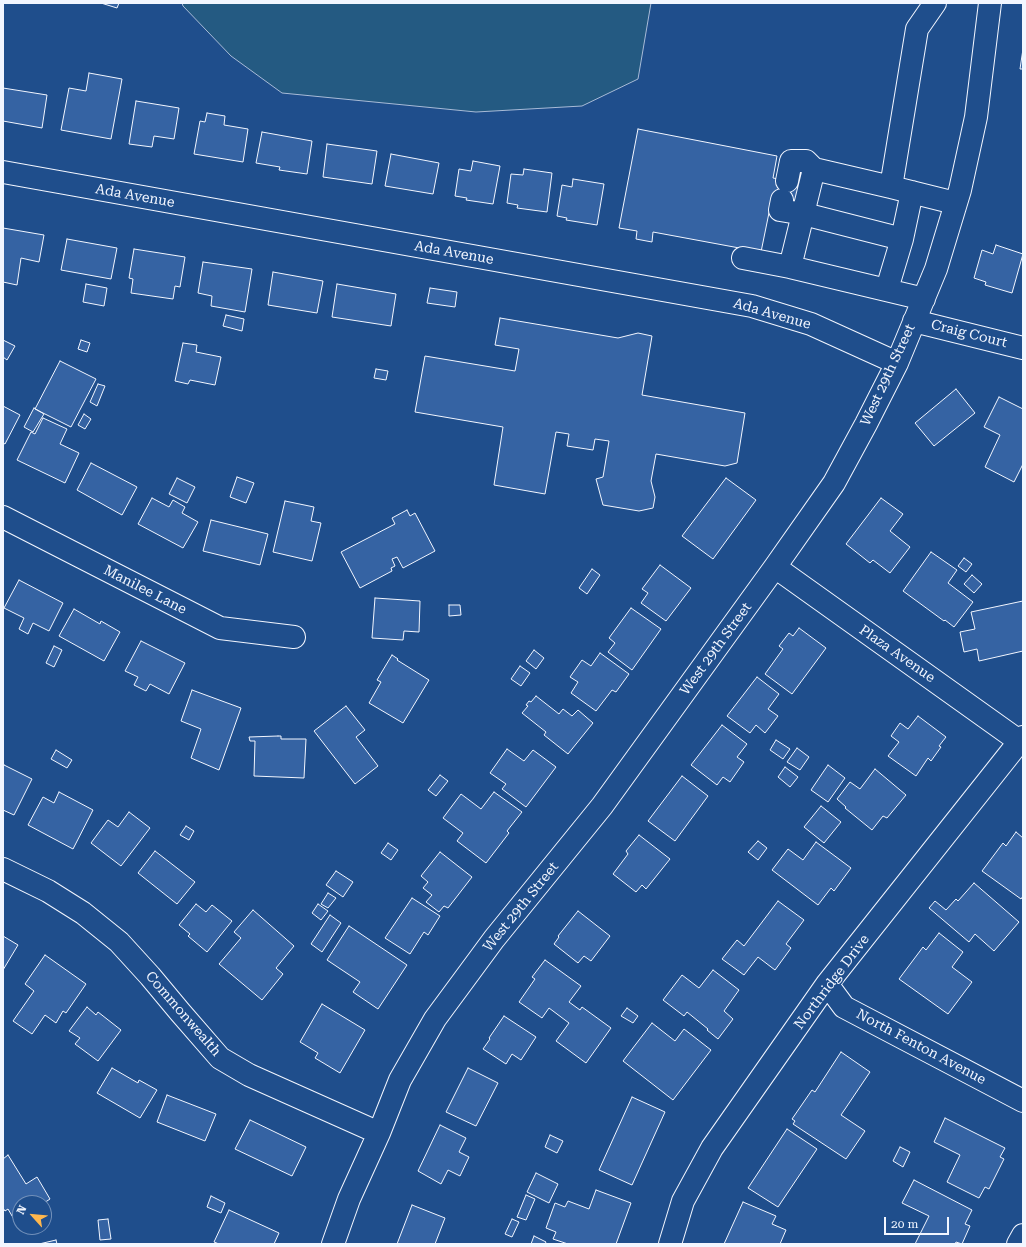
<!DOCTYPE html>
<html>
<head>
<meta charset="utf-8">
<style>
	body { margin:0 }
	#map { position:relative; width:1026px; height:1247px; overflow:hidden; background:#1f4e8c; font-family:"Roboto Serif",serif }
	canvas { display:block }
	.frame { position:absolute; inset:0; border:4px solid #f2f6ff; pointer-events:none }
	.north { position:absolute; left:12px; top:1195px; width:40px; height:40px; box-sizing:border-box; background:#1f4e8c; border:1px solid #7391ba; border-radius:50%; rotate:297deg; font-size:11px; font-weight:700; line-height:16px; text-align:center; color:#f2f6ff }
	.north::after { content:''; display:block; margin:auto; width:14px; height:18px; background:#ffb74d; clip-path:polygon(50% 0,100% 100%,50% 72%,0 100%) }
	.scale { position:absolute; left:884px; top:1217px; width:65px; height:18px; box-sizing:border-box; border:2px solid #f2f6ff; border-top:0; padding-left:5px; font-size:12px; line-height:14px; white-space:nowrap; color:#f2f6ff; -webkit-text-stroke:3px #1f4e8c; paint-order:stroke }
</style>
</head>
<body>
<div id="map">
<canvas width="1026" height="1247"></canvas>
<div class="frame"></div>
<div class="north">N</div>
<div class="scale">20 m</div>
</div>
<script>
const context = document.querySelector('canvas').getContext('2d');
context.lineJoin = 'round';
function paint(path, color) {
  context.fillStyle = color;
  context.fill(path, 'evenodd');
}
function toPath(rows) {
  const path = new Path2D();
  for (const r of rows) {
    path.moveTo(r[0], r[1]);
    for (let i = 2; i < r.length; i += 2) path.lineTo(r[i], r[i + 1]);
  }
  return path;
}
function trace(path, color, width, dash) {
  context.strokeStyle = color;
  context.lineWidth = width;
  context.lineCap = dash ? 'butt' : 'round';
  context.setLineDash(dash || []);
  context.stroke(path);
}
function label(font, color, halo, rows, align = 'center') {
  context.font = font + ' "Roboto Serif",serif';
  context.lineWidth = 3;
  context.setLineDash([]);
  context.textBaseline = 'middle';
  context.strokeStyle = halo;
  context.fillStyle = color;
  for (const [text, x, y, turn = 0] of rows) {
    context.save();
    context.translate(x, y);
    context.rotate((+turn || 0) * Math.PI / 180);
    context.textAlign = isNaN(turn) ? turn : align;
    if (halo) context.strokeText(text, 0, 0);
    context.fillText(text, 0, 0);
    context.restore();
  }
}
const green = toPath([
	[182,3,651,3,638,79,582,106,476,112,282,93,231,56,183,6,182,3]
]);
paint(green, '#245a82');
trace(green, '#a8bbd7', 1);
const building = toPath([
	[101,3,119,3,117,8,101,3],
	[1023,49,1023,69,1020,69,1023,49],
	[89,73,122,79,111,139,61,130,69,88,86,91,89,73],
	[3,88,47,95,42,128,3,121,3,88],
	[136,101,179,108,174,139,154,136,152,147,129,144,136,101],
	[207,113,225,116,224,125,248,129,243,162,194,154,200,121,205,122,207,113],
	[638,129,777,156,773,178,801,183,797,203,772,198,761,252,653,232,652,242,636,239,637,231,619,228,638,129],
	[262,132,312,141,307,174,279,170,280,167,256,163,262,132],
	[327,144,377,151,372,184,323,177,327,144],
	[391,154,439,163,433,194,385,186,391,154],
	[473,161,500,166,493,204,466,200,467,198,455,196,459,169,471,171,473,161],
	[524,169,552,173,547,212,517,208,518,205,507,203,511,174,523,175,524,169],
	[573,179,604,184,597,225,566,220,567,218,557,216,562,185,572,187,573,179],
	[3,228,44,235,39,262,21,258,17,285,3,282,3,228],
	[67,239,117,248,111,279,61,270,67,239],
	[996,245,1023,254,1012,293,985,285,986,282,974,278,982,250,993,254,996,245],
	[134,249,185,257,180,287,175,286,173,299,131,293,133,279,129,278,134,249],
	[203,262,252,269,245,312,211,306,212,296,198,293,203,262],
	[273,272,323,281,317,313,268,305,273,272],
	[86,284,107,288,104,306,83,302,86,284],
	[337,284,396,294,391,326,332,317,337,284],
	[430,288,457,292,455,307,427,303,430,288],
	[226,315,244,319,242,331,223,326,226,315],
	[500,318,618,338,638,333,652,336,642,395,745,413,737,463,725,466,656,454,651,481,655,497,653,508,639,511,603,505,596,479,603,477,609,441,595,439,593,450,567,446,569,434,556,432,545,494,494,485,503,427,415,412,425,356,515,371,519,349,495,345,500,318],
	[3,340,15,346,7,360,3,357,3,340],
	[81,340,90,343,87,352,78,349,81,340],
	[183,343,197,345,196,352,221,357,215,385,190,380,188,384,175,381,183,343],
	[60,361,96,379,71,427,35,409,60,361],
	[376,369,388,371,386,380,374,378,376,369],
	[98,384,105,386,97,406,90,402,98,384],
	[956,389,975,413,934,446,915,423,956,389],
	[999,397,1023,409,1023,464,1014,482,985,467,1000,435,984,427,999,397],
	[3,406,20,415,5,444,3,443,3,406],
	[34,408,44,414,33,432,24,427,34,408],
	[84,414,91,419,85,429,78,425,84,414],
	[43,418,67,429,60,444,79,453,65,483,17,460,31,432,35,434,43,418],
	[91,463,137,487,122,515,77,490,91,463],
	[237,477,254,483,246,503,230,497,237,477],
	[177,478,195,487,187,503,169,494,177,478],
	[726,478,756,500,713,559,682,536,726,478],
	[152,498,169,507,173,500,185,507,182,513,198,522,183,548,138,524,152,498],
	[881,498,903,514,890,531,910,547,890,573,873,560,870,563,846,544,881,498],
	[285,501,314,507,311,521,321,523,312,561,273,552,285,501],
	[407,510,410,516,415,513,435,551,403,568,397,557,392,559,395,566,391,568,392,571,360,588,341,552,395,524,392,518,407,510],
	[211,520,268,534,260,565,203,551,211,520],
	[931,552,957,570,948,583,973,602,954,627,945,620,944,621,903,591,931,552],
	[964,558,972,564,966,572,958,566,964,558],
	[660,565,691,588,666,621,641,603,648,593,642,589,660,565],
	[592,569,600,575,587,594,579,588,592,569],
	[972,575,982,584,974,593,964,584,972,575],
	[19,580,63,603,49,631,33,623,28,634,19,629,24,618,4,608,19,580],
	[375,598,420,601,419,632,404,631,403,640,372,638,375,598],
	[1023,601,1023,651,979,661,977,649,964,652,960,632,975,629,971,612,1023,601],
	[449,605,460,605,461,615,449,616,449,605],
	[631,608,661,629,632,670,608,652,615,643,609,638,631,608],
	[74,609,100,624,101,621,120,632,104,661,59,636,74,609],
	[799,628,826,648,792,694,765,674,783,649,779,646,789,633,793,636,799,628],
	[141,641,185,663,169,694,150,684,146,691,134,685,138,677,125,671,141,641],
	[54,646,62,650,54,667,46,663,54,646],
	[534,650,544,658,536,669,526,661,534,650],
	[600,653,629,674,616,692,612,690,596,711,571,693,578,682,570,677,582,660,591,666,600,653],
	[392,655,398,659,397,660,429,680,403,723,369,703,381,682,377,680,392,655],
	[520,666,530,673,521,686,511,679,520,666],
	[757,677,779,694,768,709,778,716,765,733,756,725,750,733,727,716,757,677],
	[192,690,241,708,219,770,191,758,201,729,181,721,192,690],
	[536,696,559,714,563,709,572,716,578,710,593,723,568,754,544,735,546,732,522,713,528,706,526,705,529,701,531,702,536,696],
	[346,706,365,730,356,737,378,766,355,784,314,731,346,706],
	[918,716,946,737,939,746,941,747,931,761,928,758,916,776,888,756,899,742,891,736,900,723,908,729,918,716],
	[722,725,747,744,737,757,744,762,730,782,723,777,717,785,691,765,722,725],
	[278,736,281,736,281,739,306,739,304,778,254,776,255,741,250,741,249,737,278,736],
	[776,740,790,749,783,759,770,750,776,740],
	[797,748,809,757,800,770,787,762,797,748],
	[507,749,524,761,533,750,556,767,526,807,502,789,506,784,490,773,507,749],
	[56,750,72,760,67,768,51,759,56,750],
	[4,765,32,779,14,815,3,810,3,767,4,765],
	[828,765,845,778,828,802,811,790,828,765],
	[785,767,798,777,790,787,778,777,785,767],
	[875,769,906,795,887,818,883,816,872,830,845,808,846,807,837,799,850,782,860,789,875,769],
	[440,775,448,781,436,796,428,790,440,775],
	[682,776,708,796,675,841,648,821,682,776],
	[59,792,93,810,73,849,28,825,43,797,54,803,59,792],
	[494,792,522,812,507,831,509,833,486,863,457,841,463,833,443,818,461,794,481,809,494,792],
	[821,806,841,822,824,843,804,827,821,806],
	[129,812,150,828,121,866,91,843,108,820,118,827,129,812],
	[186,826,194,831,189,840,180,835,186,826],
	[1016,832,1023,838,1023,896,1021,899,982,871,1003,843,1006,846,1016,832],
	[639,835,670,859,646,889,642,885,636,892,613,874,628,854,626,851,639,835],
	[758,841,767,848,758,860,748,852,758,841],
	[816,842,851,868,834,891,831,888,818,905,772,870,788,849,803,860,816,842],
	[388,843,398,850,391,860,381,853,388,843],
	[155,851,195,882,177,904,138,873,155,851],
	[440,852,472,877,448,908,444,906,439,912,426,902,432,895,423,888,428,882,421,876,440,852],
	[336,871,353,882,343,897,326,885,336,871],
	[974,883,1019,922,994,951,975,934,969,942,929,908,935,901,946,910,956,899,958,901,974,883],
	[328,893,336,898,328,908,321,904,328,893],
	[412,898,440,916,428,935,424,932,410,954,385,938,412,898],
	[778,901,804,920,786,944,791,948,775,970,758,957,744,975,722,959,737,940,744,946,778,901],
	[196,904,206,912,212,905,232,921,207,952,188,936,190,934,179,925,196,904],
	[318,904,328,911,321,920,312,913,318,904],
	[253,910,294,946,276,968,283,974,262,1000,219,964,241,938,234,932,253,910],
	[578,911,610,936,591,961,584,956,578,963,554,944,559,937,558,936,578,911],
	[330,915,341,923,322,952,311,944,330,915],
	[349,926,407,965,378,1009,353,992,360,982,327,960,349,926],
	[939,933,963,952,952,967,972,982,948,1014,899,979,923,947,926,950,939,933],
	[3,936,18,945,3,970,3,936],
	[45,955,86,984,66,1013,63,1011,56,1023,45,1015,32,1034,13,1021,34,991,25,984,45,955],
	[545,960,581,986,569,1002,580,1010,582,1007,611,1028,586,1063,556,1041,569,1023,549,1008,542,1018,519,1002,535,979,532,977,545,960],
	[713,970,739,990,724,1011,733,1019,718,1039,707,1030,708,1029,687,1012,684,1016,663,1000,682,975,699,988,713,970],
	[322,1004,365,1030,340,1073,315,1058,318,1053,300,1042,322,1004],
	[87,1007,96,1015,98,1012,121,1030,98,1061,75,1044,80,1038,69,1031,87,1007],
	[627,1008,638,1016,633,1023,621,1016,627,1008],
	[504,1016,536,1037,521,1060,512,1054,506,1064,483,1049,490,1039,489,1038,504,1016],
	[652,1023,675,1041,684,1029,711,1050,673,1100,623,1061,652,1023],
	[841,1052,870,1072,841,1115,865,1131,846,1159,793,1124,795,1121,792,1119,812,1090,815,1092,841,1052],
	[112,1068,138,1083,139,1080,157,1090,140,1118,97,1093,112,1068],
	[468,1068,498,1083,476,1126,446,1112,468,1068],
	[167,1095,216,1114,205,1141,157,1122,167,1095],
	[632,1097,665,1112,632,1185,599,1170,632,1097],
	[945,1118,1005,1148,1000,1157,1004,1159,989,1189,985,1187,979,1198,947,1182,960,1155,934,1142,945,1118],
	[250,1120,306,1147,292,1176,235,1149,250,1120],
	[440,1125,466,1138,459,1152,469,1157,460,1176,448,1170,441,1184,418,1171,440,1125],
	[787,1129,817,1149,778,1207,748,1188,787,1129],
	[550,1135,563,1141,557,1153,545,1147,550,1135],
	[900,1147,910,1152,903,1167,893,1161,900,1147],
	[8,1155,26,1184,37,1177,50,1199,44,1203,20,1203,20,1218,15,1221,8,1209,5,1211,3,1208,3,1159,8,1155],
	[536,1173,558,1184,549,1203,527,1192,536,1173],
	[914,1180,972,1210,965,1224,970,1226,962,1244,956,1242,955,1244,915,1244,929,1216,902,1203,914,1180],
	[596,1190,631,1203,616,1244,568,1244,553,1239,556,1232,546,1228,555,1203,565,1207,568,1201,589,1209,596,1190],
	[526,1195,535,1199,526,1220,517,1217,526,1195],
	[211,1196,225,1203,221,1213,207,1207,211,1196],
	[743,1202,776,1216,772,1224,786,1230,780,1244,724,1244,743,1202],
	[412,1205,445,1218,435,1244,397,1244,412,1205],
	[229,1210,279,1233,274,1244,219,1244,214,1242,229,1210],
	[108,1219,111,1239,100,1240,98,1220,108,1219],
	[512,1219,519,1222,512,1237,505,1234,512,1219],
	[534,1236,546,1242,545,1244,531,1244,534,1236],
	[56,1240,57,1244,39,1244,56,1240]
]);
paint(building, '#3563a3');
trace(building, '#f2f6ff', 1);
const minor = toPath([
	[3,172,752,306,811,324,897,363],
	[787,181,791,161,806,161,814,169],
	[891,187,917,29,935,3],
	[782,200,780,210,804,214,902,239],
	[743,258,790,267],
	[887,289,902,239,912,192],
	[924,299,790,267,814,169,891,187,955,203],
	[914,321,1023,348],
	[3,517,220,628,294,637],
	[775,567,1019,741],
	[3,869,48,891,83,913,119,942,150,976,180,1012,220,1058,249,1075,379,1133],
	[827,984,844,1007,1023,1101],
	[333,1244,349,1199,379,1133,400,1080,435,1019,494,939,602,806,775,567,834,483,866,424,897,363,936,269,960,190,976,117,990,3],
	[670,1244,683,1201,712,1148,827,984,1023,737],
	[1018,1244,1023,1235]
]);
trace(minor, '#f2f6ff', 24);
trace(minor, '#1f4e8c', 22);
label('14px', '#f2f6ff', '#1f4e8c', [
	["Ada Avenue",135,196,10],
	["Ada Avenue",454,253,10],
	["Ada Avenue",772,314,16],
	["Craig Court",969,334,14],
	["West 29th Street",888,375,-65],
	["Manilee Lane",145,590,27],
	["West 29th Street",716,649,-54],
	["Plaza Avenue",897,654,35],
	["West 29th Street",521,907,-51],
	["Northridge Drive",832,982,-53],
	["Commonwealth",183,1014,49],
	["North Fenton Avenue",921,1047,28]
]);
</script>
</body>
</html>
- - - -
▶ THE PROBLEM
The line containing "position:absolute; left:12px; top:1195px;" marks the end; please output exactly the lines of the listing above from its first line through that line, without pictures.

▶ TASK ANSWER
<!DOCTYPE html>
<html>
<head>
<meta charset="utf-8">
<style>
	body { margin:0 }
	#map { position:relative; width:1026px; height:1247px; overflow:hidden; background:#1f4e8c; font-family:"Roboto Serif",serif }
	canvas { display:block }
	.frame { position:absolute; inset:0; border:4px solid #f2f6ff; pointer-events:none }
	.north { position:absolute; left:12px; top:1195px; width:40px; height:40px; box-sizing:border-box; background:#1f4e8c; border:1px solid #7391ba; border-radius:50%; rotate:297deg; font-size:11px; font-weight:700; line-height:16px; text-align:center; color:#f2f6ff }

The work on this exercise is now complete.